What is expected:
Scan the listing below. Copy each line that contains "relative".

[Dataset excerpts — start]

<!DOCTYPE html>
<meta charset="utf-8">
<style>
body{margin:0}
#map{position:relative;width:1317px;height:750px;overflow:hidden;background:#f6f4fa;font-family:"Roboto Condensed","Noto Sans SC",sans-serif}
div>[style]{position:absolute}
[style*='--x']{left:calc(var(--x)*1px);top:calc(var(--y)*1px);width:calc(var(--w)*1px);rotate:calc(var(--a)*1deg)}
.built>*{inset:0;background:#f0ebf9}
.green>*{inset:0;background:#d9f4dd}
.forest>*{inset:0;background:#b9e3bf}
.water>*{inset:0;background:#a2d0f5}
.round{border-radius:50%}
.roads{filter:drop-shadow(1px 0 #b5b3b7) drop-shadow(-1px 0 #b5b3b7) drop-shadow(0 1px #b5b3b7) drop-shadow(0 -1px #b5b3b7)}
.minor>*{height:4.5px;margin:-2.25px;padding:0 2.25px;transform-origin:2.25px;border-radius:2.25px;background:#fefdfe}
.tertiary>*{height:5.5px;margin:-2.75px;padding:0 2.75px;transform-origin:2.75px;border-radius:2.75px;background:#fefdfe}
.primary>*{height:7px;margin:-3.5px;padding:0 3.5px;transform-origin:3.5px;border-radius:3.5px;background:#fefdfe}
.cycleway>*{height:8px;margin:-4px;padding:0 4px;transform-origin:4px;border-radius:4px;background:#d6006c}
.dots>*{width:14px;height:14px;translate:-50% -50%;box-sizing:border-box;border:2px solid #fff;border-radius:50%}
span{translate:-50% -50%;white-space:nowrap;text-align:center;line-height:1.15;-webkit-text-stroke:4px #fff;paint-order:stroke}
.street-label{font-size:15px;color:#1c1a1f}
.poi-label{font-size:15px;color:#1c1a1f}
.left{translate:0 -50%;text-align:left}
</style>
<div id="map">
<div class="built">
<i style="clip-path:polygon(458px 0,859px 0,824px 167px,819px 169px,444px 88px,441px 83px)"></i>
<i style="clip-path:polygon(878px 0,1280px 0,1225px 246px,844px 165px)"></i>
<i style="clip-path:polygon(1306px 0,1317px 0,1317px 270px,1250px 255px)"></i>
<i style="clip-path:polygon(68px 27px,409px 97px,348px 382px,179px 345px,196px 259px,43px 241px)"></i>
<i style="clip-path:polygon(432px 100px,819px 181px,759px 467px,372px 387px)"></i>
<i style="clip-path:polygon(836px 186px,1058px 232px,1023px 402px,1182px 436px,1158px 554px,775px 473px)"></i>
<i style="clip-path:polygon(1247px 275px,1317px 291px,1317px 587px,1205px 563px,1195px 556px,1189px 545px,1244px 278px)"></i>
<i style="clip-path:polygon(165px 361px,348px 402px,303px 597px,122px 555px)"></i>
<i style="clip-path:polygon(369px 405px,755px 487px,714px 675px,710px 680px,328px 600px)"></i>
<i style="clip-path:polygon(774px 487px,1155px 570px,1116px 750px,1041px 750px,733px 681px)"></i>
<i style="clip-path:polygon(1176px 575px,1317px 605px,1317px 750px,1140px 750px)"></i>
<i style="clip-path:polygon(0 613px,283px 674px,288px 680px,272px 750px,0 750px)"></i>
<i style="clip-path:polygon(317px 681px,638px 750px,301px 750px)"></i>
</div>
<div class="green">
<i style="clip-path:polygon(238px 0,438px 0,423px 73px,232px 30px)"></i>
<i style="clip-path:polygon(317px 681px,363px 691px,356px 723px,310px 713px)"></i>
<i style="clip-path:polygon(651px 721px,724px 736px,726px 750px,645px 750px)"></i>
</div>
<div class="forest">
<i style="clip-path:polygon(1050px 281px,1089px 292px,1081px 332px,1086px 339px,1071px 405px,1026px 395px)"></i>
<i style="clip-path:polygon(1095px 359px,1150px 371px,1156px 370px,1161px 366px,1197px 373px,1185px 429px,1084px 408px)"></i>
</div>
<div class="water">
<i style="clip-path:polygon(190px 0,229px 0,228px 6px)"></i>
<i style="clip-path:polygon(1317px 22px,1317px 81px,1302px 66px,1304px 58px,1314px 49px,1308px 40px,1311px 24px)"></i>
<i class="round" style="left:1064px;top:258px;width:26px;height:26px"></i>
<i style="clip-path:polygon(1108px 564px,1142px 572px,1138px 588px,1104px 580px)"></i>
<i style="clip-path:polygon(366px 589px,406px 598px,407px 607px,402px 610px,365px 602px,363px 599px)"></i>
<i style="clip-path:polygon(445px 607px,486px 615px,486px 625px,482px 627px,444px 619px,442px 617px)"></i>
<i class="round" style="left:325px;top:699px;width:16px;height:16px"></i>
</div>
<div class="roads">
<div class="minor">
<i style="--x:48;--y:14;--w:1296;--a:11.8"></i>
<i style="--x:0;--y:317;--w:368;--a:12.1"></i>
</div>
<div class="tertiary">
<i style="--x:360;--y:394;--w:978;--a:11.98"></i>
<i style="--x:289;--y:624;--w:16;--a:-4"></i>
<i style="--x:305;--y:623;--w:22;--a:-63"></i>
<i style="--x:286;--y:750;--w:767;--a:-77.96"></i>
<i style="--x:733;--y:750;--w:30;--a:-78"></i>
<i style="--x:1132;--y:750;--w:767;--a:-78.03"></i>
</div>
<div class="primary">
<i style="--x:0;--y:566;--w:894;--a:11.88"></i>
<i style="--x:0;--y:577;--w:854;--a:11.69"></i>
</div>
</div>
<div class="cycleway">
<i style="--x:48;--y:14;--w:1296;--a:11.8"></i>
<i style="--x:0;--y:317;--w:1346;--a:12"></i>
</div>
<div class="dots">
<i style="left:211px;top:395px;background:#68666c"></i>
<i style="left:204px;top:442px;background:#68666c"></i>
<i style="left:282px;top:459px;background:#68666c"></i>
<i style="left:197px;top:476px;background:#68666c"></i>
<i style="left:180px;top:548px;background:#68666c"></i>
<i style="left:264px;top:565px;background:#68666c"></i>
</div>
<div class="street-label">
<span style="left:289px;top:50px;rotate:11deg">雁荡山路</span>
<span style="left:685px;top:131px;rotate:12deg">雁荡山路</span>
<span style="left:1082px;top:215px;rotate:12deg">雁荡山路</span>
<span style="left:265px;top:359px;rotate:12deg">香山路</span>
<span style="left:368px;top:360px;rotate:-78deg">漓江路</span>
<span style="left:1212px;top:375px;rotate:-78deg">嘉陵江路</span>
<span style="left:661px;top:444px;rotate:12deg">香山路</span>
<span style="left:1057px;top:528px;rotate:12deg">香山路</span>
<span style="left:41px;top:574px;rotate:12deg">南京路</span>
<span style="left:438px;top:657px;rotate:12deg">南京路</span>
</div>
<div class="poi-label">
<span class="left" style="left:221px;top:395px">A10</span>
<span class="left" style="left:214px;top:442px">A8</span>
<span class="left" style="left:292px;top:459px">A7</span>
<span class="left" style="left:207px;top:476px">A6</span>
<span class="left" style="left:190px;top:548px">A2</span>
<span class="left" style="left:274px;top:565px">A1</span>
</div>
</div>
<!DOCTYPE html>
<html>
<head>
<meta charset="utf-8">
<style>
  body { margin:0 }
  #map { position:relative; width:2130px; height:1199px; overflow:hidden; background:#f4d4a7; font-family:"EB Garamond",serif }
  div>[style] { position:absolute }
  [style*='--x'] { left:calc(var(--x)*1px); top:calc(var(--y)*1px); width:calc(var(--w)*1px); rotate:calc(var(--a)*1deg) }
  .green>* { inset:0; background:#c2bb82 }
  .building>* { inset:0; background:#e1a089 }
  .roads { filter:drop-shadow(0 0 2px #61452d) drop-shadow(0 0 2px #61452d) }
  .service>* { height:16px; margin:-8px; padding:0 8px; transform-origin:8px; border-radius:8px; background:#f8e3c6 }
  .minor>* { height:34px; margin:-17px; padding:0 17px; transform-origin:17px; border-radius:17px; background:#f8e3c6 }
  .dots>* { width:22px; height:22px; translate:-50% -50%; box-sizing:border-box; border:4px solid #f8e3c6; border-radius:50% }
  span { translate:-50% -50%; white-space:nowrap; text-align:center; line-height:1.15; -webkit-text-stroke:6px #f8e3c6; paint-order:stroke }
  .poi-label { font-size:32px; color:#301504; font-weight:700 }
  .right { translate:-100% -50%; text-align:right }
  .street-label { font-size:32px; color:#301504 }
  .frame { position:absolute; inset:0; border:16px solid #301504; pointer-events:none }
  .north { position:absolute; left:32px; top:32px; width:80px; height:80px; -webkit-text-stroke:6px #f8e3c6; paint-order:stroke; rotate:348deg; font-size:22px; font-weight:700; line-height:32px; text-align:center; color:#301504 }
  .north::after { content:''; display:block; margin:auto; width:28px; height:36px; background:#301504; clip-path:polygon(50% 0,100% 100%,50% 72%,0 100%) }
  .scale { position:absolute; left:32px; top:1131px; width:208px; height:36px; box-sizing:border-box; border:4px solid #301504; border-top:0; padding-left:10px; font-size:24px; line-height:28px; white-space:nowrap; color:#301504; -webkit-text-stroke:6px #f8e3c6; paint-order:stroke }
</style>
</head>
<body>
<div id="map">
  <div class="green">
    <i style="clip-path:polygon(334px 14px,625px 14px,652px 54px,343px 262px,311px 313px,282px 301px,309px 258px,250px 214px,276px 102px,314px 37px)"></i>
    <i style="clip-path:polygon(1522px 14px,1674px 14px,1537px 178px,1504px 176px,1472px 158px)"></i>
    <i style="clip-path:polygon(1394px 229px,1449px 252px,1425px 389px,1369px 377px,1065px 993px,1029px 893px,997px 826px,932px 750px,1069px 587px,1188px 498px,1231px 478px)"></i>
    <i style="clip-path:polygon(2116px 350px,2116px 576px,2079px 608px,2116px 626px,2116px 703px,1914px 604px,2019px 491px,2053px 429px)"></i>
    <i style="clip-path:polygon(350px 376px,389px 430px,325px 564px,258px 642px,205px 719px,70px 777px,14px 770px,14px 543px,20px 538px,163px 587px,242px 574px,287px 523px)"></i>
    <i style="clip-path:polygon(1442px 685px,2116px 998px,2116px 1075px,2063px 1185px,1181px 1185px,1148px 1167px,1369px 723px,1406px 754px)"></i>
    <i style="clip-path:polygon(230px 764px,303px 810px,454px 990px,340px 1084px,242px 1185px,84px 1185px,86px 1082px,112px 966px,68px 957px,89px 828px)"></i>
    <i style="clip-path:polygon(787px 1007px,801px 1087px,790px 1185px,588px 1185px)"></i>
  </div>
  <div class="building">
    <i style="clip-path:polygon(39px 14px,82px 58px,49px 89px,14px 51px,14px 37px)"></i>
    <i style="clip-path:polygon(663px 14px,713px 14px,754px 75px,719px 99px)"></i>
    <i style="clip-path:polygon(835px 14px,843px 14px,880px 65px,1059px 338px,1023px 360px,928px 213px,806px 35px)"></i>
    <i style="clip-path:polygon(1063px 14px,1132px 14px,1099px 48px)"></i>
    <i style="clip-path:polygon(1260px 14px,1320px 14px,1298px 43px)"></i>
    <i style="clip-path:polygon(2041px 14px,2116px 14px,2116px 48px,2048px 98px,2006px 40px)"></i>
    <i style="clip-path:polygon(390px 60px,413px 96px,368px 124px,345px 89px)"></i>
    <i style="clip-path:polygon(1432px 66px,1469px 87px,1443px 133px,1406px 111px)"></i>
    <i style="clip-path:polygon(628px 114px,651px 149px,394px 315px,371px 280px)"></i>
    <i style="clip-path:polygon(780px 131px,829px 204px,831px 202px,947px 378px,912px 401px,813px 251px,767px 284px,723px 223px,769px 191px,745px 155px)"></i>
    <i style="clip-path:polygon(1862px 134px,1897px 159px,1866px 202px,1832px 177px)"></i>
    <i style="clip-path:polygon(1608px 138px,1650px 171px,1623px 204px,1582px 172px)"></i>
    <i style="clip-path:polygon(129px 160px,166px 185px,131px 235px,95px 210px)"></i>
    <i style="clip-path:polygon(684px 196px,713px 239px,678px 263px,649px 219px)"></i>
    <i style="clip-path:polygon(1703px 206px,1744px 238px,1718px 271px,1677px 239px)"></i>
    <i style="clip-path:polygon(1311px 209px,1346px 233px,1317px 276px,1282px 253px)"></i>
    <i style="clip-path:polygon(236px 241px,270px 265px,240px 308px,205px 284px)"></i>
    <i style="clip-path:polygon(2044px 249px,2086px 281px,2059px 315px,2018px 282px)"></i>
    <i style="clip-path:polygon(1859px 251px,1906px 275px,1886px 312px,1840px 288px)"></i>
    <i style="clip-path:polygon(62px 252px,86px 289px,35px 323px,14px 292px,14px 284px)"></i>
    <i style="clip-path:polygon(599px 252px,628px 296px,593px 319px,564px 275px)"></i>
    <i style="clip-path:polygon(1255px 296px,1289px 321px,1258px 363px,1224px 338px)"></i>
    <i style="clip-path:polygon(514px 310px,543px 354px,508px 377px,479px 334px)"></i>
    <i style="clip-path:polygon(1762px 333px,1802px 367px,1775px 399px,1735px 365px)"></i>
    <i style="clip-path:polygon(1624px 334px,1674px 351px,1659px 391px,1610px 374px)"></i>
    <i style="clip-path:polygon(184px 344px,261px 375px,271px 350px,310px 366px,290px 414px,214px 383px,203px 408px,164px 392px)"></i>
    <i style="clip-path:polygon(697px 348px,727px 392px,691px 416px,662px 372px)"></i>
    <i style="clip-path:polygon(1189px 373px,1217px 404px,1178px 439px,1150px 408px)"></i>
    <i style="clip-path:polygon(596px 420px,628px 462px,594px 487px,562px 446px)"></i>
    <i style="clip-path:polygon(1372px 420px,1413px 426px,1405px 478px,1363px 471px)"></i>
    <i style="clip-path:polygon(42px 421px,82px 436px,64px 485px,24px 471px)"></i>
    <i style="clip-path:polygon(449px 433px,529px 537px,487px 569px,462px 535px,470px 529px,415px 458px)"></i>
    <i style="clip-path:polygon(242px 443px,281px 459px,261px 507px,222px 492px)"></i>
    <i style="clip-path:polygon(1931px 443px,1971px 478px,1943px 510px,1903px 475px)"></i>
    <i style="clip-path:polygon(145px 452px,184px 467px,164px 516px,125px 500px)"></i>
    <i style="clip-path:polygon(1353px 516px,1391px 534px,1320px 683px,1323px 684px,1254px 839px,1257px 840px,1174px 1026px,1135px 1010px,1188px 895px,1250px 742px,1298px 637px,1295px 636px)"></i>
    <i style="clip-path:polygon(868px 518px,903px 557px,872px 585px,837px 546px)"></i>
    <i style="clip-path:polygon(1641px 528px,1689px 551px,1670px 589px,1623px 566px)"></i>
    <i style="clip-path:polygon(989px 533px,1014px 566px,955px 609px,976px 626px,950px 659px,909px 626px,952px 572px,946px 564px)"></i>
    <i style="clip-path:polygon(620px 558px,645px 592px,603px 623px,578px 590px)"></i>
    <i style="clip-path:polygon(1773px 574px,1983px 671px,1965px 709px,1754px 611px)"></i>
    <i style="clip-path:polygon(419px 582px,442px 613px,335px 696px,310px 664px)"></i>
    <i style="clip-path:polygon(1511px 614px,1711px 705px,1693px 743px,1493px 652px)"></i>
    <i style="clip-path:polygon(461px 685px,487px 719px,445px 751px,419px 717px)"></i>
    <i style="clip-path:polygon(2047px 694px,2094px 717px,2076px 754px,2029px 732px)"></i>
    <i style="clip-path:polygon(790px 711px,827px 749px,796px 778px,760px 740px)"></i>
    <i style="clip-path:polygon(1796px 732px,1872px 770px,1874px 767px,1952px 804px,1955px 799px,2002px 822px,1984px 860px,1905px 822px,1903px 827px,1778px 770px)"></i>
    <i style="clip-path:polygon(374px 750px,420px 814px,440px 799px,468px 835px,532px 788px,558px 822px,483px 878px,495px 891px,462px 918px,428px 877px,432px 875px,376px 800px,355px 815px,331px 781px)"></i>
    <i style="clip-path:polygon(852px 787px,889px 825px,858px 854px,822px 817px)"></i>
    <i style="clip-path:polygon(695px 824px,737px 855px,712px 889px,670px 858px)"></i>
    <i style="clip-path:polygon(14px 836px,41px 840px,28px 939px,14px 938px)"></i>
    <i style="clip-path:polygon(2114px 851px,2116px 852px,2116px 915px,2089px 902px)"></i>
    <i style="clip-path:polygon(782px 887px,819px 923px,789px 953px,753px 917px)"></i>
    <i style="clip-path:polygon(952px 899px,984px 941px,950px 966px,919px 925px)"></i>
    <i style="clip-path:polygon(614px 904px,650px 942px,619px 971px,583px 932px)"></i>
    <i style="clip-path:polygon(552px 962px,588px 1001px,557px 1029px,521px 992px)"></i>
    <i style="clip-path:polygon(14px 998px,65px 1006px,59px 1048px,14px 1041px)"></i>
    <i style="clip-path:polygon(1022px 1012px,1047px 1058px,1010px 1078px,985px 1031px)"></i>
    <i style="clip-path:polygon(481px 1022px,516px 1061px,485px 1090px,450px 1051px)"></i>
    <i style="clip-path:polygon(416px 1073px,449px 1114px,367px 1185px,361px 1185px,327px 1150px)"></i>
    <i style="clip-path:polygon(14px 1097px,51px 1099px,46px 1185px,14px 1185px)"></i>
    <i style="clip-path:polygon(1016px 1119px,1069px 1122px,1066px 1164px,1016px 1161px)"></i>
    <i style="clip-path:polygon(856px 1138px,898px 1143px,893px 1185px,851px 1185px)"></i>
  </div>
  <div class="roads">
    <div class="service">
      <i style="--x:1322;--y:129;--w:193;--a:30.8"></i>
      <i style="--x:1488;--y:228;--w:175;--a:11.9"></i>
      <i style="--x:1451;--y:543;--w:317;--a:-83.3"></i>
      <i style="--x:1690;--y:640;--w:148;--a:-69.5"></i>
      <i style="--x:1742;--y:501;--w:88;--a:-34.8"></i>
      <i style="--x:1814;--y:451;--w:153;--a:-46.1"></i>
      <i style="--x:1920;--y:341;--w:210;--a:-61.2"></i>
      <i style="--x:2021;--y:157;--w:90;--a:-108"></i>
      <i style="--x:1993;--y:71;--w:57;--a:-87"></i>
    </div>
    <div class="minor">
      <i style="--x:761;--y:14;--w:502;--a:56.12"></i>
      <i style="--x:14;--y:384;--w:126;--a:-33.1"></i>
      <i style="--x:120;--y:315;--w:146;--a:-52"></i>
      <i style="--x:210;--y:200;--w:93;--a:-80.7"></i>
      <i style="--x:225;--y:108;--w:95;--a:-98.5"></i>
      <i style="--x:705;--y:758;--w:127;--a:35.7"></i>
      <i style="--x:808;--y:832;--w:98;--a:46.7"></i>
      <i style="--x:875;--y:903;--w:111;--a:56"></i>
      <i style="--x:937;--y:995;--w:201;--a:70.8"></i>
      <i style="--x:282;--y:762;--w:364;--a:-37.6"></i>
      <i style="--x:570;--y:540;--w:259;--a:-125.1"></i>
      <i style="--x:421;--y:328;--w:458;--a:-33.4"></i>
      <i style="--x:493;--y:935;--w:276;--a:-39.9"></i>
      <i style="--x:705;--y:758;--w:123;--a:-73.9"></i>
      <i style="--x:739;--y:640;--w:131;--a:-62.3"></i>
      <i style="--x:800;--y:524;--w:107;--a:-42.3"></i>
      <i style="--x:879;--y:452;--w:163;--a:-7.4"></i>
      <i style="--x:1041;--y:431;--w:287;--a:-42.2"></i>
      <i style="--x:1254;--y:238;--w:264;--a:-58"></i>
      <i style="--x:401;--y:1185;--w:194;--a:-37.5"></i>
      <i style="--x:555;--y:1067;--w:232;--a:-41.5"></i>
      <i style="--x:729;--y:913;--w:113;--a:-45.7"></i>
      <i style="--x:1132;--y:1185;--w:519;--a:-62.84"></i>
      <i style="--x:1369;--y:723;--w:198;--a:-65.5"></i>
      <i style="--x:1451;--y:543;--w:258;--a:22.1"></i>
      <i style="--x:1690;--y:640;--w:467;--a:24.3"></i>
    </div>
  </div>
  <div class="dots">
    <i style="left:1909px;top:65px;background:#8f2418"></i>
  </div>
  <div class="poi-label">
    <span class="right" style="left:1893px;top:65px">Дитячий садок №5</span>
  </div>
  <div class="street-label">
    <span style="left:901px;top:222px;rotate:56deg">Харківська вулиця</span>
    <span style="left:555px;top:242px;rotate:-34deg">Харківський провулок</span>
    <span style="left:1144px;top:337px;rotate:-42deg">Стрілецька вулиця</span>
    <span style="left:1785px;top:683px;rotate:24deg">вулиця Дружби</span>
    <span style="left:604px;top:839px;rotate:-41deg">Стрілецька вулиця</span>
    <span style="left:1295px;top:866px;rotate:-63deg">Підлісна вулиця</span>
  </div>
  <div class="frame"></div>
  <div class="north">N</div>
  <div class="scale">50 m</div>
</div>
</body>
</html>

[Dataset excerpts — finish]

Output:
#map{position:relative;width:1317px;height:750px;overflow:hidden;background:#f6f4fa;font-family:"Roboto Condensed","Noto Sans SC",sans-serif}
  #map { position:relative; width:2130px; height:1199px; overflow:hidden; background:#f4d4a7; font-family:"EB Garamond",serif }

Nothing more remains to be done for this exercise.